[Saved entries]
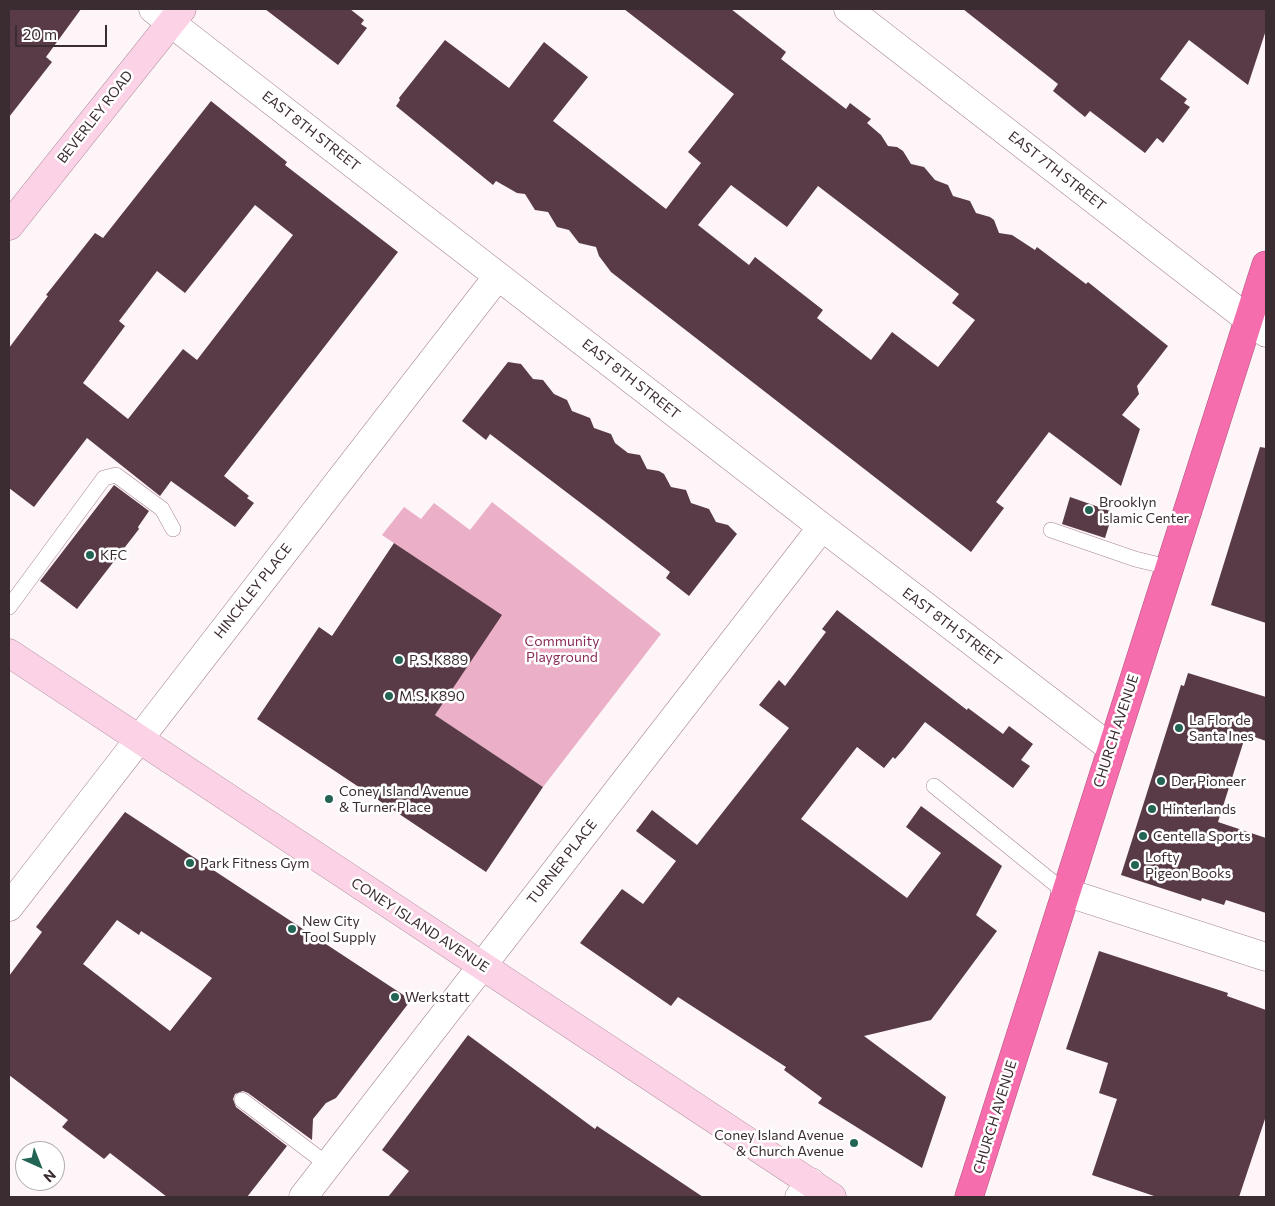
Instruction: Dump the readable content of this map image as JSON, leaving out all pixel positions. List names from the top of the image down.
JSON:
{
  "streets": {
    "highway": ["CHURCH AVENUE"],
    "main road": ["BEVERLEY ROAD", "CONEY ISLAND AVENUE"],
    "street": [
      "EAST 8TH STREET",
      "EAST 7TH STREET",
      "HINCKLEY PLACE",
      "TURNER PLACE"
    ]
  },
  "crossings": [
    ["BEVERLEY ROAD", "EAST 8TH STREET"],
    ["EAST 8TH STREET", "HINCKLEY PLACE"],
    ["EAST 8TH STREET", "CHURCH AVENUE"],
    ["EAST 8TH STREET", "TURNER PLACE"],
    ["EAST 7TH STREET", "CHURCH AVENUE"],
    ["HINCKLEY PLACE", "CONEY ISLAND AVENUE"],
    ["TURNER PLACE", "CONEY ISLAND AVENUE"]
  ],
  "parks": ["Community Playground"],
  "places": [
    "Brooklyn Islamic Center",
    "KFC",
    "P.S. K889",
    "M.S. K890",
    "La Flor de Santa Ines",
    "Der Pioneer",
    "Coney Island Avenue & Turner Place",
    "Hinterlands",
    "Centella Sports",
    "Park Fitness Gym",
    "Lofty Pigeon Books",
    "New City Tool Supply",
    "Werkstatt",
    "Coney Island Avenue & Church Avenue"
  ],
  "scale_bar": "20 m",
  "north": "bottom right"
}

● BRIEF:
The complete set of records should be written out again, pictures excluded.

● REPLY TO THE TASK:
Instruction: Dump the readable content of this map image as JSON, leaving out all pixel positions. List names from the top of the image down.
JSON:
{
  "streets": {
    "highway": ["CHURCH AVENUE"],
    "main road": ["BEVERLEY ROAD", "CONEY ISLAND AVENUE"],
    "street": [
      "EAST 8TH STREET",
      "EAST 7TH STREET",
      "HINCKLEY PLACE",
      "TURNER PLACE"
    ]
  },
  "crossings": [
    ["BEVERLEY ROAD", "EAST 8TH STREET"],
    ["EAST 8TH STREET", "HINCKLEY PLACE"],
    ["EAST 8TH STREET", "CHURCH AVENUE"],
    ["EAST 8TH STREET", "TURNER PLACE"],
    ["EAST 7TH STREET", "CHURCH AVENUE"],
    ["HINCKLEY PLACE", "CONEY ISLAND AVENUE"],
    ["TURNER PLACE", "CONEY ISLAND AVENUE"]
  ],
  "parks": ["Community Playground"],
  "places": [
    "Brooklyn Islamic Center",
    "KFC",
    "P.S. K889",
    "M.S. K890",
    "La Flor de Santa Ines",
    "Der Pioneer",
    "Coney Island Avenue & Turner Place",
    "Hinterlands",
    "Centella Sports",
    "Park Fitness Gym",
    "Lofty Pigeon Books",
    "New City Tool Supply",
    "Werkstatt",
    "Coney Island Avenue & Church Avenue"
  ],
  "scale_bar": "20 m",
  "north": "bottom right"
}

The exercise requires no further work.